Multi-Lingual Search - Overview
Prev		Next

Components

Data Servers

Data servers contain the information that user actually wants to obtain: everything else in the system is essentially scaffolding.

The content of each data server is maintained by an appropriate domain specialist institution (e.g. a museum, a government department, etc.) and tools are made available to these participating institutions so that they can do this essentially independently of the rest of the system.

The content is made available to the broker by means of the standard Z39.50 protocol (see lcweb.loc.gov/z3950/agency/) There are numerous mechanisms and toolkits for providing such access from pre-existing database systems, including some which were created under the aegis of previous European projects such as Aquarelle, ELISE and Decomate.

Metadata Repository

The metadata repository does not hold information that is of interest to the user - that is the job of the data servers - but rather information about the data servers. This information is only available, and only of interest, to the broker.

Information about a data server typically includes the set of natural languages in which its data is written, the application domain of its data, perhaps some information on minimum, maximum and median response times, etc.

The metadata repository itself consists of two sub-components: a database and a program, known as the metadata handler, which mediates the broker's access to the database. Multiple brokers may run with reference to the same repository via a single handler.

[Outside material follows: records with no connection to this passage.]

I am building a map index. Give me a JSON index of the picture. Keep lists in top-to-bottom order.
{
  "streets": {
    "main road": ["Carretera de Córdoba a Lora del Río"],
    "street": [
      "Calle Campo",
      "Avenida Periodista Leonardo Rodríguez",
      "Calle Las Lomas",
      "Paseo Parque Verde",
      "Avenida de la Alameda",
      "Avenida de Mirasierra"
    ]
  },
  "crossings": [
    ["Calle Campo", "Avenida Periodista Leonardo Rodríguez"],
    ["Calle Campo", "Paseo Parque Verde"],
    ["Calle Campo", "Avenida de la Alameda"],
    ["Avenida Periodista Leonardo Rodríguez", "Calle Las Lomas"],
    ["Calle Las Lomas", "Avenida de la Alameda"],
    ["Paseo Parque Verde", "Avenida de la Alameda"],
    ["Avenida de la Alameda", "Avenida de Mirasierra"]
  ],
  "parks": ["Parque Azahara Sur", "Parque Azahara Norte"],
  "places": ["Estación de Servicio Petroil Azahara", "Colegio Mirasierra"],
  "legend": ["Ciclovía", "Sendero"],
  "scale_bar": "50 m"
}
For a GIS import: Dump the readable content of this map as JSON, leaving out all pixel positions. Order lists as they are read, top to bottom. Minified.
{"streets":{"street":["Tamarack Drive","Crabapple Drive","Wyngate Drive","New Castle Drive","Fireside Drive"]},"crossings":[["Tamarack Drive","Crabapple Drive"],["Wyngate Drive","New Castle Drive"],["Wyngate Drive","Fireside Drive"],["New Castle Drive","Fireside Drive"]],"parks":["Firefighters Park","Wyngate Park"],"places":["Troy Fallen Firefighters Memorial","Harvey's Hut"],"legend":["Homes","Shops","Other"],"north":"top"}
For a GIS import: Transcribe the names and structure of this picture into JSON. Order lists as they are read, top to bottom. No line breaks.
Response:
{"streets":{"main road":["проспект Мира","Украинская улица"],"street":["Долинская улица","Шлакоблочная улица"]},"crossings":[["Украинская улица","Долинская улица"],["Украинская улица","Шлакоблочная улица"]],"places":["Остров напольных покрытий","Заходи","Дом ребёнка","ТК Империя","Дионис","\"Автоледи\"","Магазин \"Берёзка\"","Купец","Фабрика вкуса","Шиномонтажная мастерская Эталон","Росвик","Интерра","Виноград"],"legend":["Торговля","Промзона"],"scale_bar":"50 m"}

The broker's access to the metadata repository is predominantly read-only, but it may occasionally provide information to the handler for it to update the database - for example, search-performance statistics.

Multilingual Thesaurus

The multilingual thesaurus provides the framework for translation of search terms between languages and into more and less precise forms.

A thesaurus in the sense of ISO 2788 (Guidelines for the establishment and development of monolingual thesauri) and ISO 5964 (Guidelines for the establishment and development of multilingual thesauri) is a semantic hierarchy of concepts together with the words or phrases that represent them in some specific language or languages. Such a hierarchy is very suitable for traversal by computer systems, and de facto standard mechanisms already exist for computers to query thesauri across networks.

Like the metadata repository, the multilingual thesaurus consists of two sub-components: a thesaurus database and a program, the thesaurus handler, which mediates the broker's access to the database. Multiple brokers may run with reference to the same thesaurus via a single handler.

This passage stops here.